Your task> Drop every image, then reproduce the data exactly as given.

Dataset excerpt>

[Start of section]

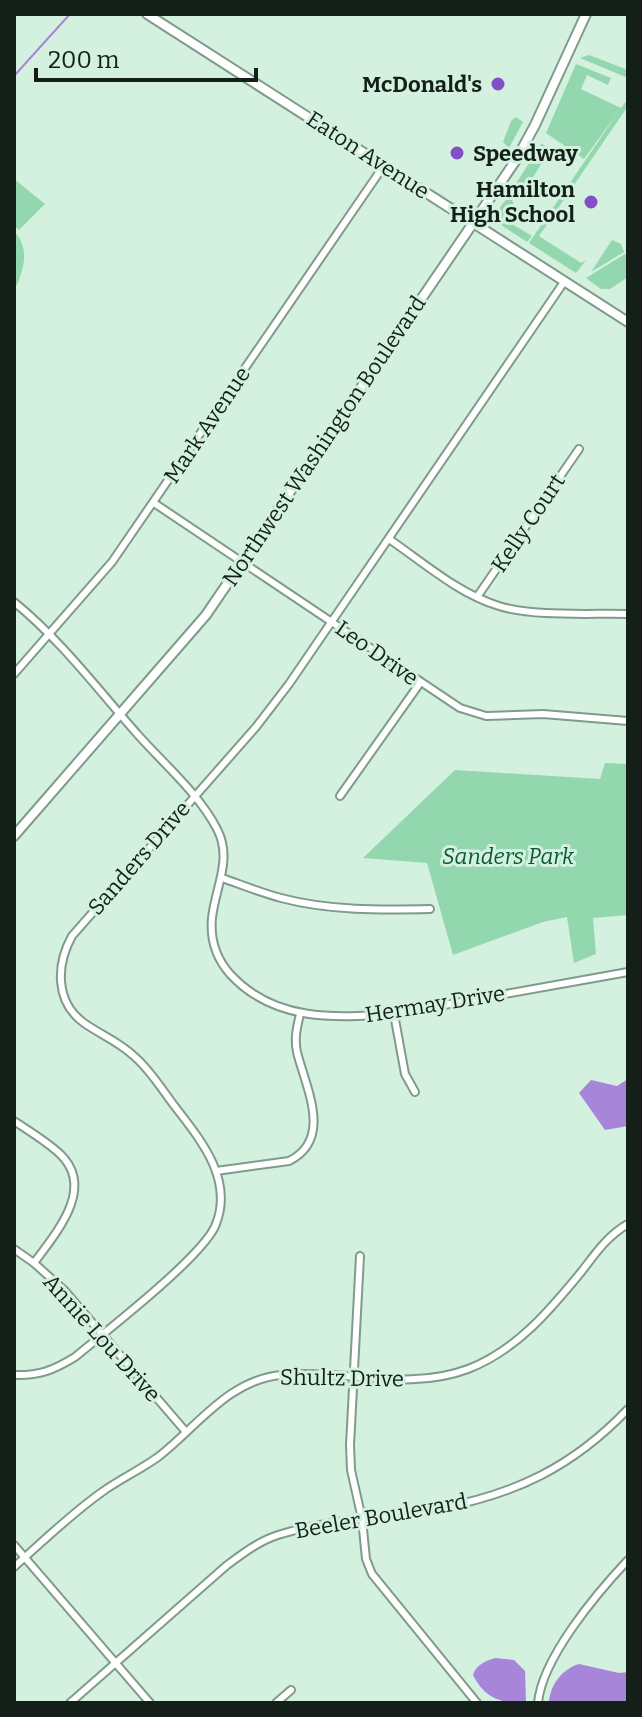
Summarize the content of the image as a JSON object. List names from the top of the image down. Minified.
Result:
{"streets":{"main road":["Eaton Avenue","Northwest Washington Boulevard"],"street":["Mark Avenue","Kelly Court","Leo Drive","Sanders Drive","Hermay Drive","Annie Lou Drive","Shultz Drive","Beeler Boulevard"]},"crossings":[["Eaton Avenue","Mark Avenue"],["Eaton Avenue","Northwest Washington Boulevard"],["Eaton Avenue","Sanders Drive"],["Mark Avenue","Leo Drive"],["Mark Avenue","Hermay Drive"],["Northwest Washington Boulevard","Leo Drive"],["Northwest Washington Boulevard","Hermay Drive"],["Leo Drive","Sanders Drive"],["Sanders Drive","Hermay Drive"],["Sanders Drive","Annie Lou Drive"],["Annie Lou Drive","Shultz Drive"]],"parks":["Sanders Park"],"places":["McDonald's","Speedway","Hamilton High School"],"scale_bar":"200 m"}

[End of section]

Solution for this task>
Summarize the content of the image as a JSON object. List names from the top of the image down. Minified.
Result:
{"streets":{"main road":["Eaton Avenue","Northwest Washington Boulevard"],"street":["Mark Avenue","Kelly Court","Leo Drive","Sanders Drive","Hermay Drive","Annie Lou Drive","Shultz Drive","Beeler Boulevard"]},"crossings":[["Eaton Avenue","Mark Avenue"],["Eaton Avenue","Northwest Washington Boulevard"],["Eaton Avenue","Sanders Drive"],["Mark Avenue","Leo Drive"],["Mark Avenue","Hermay Drive"],["Northwest Washington Boulevard","Leo Drive"],["Northwest Washington Boulevard","Hermay Drive"],["Leo Drive","Sanders Drive"],["Sanders Drive","Hermay Drive"],["Sanders Drive","Annie Lou Drive"],["Annie Lou Drive","Shultz Drive"]],"parks":["Sanders Park"],"places":["McDonald's","Speedway","Hamilton High School"],"scale_bar":"200 m"}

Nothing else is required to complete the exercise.